-- Extracted information --
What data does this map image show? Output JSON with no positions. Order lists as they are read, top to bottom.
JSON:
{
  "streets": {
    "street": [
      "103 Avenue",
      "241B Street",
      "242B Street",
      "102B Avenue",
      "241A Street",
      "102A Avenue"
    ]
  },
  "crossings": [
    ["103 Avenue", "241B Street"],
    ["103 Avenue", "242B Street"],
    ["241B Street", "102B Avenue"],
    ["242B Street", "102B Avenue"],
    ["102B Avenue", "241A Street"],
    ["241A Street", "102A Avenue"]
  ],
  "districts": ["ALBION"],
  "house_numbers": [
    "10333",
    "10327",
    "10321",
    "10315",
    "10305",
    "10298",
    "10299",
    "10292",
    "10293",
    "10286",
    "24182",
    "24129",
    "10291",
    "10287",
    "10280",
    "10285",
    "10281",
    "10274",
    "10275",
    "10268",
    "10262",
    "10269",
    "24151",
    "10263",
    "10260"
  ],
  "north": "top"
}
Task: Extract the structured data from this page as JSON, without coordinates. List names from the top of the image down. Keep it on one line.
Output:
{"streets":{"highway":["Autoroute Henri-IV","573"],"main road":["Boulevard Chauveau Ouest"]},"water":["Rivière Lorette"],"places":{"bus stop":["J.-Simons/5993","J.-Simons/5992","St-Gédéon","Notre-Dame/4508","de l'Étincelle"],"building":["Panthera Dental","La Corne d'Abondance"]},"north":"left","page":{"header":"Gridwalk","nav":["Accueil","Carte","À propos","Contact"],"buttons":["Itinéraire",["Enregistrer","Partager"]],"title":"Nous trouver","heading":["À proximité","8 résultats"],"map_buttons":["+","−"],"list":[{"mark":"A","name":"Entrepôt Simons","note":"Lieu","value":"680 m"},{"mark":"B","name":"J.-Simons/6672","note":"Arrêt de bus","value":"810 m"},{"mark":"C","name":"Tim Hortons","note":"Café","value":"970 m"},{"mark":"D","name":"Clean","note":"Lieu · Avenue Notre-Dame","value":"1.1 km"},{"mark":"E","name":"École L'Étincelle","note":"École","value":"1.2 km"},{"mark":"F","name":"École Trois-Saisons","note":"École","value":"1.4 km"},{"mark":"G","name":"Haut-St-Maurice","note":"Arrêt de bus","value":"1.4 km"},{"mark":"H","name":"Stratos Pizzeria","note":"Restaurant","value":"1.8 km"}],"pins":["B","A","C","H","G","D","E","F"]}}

-- Problem description --
Could you repeat the listing above, exactly as it is shown?

-- Answer section --
What data does this map image show? Output JSON with no positions. Order lists as they are read, top to bottom.
JSON:
{
  "streets": {
    "street": [
      "103 Avenue",
      "241B Street",
      "242B Street",
      "102B Avenue",
      "241A Street",
      "102A Avenue"
    ]
  },
  "crossings": [
    ["103 Avenue", "241B Street"],
    ["103 Avenue", "242B Street"],
    ["241B Street", "102B Avenue"],
    ["242B Street", "102B Avenue"],
    ["102B Avenue", "241A Street"],
    ["241A Street", "102A Avenue"]
  ],
  "districts": ["ALBION"],
  "house_numbers": [
    "10333",
    "10327",
    "10321",
    "10315",
    "10305",
    "10298",
    "10299",
    "10292",
    "10293",
    "10286",
    "24182",
    "24129",
    "10291",
    "10287",
    "10280",
    "10285",
    "10281",
    "10274",
    "10275",
    "10268",
    "10262",
    "10269",
    "24151",
    "10263",
    "10260"
  ],
  "north": "top"
}
Task: Extract the structured data from this page as JSON, without coordinates. List names from the top of the image down. Keep it on one line.
Output:
{"streets":{"highway":["Autoroute Henri-IV","573"],"main road":["Boulevard Chauveau Ouest"]},"water":["Rivière Lorette"],"places":{"bus stop":["J.-Simons/5993","J.-Simons/5992","St-Gédéon","Notre-Dame/4508","de l'Étincelle"],"building":["Panthera Dental","La Corne d'Abondance"]},"north":"left","page":{"header":"Gridwalk","nav":["Accueil","Carte","À propos","Contact"],"buttons":["Itinéraire",["Enregistrer","Partager"]],"title":"Nous trouver","heading":["À proximité","8 résultats"],"map_buttons":["+","−"],"list":[{"mark":"A","name":"Entrepôt Simons","note":"Lieu","value":"680 m"},{"mark":"B","name":"J.-Simons/6672","note":"Arrêt de bus","value":"810 m"},{"mark":"C","name":"Tim Hortons","note":"Café","value":"970 m"},{"mark":"D","name":"Clean","note":"Lieu · Avenue Notre-Dame","value":"1.1 km"},{"mark":"E","name":"École L'Étincelle","note":"École","value":"1.2 km"},{"mark":"F","name":"École Trois-Saisons","note":"École","value":"1.4 km"},{"mark":"G","name":"Haut-St-Maurice","note":"Arrêt de bus","value":"1.4 km"},{"mark":"H","name":"Stratos Pizzeria","note":"Restaurant","value":"1.8 km"}],"pins":["B","A","C","H","G","D","E","F"]}}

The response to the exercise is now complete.